Inside a cosy Lapland log cabin, image credit Antti Pietikainen

Inside a cosy Lapland log cabin, image credit Antti Pietikainen

Some will have modern interiors and bathrooms, others will have no bathroom at all.

That’s right, some Lapland log cabins that you can stay in have no showers, although you can get a good steam clean in the sauna, and the toilets are outside in the cold.

And forget the Wi-Fi password, these cabins don’t even have electricity.

I actually think that sounds like fun for a night. As in one. Which is why these wilderness cabins are best experienced as a single night in a package involving more nights with more creature comforts.

One of the best, not to mention easiest, ways to find the right sort of cabin for you is to talk to experts like the team at Artisan Travel who have been organising holidays in Lapland for more than 15 years.

They can explain exactly what your options are in a particular area and what you can expect when you walk through your cabin door.

And they’ve also been working with local operators and tour guides for years so you don’t have to worry about finding the best person to take you on a night safari to watch the northern lights, or to teach you how to snowshoe or go ice fishing.

What About Food in the Log Cabins?

If you’re organising your own trip then it’s best to check what facilities you have to cook with and to get some tips on where you’ll find the nearest market to buy ingredients.

But if you’re letting the Artisan Travel guys do the hard work for you, then there’s no need to worry about self-catering. Meals take place in nearby restaurants so there’s no cooking or cleaning involved.

Lapland Log Cabin holiday in Harriniva, Image credit Antti Pietikainen

Lapland Log Cabin holiday in Harriniva, Image credit Antti Pietikainen

Of course there’s nothing wrong with stocking up on local snacks and drinks to have back in the cabin, but there are no ‘should we try cooking reindeer meatballs for the first time tonight?’ conversations to be had.

Where To Stay in a Log Cabin in Lapland

While Santa and Mrs Claus are still keeping their location under wraps, there are some beautiful and remote parts of Lapland to explore, log cabin style.
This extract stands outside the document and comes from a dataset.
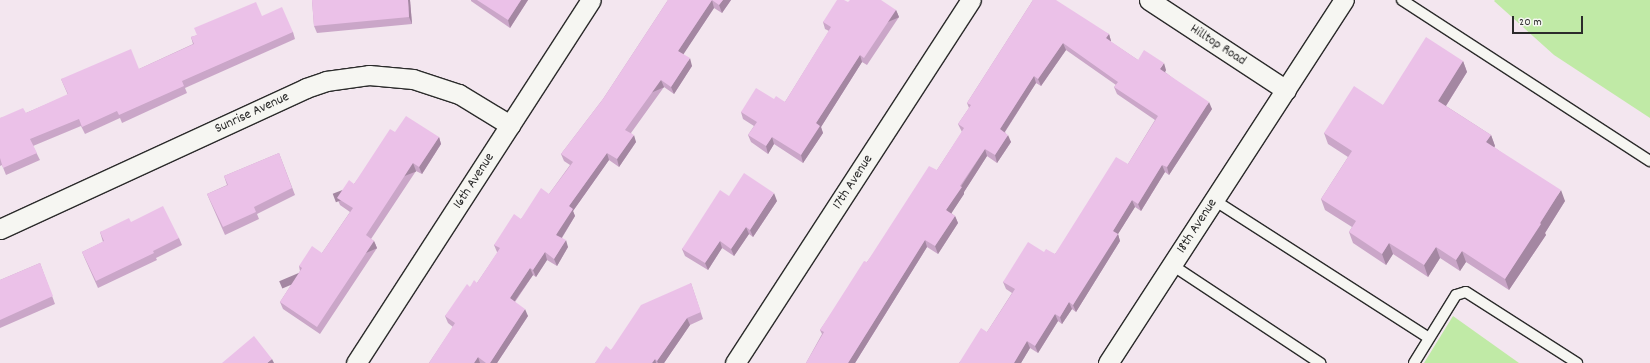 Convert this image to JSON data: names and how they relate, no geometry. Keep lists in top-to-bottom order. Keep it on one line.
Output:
{"streets":{"street":["Hilltop Road","Sunrise Avenue","16th Avenue","17th Avenue","18th Avenue"]},"crossings":[["Hilltop Road","18th Avenue"],["Sunrise Avenue","16th Avenue"]],"scale_bar":"20 m"}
Utsjoki is the northernmost part of Lapland where Finland meets Norway. It’s the only municipality with a Sami majority and as part of Wild Lapland it’s also where reindeer outnumber people.

Here you can stay in cabins that are part of a modern hotel run by a Sami family, snowshoe hike in the Sacred Valley, visit a reindeer farm and go on husky safaris.

Jeris is in the heart of Lapland with cabins on the edge of Lake Jerisjärvi. Decide which of the reindeer are most likely to be named Dancer and Prancer as you go on a three kilometre reindeer sleigh ride through the forest, and take part in a Northern Lights workshop so you’ll appreciate nature’s light show all the more.

Wilderness log cabin in Lapland, image credit Antti Pietikainen

Wilderness log cabin in Lapland, image credit Antti Pietikainen

Jeris is also nice and close to the Torassieppi Winter Village, which is where you can see traditional snow igloos, dine in an ice restaurant and find out how much you can warm up by drinking a hot, drink in a bar made of ice.

Then there’s Luosto. Luosto is also found in central Lapland, and is also where you can be whisked through the snow on a husky sled or a reindeer sleigh. But if you’re like me and love your crystals, then this is the place for you.

Luosto is also home to Europe’s only active Amethyst mine.

The Lampivaara Amethyst Mine is open right through winter, except for the 24th of December, and because there are no open roads with all that snow they have a special purple ‘snow train.’ The Amethyst Pendolino is more a heated wagon being pulled by a snow machine than a train, but it gets you up that hill to the mine where you can dig for your own amethyst.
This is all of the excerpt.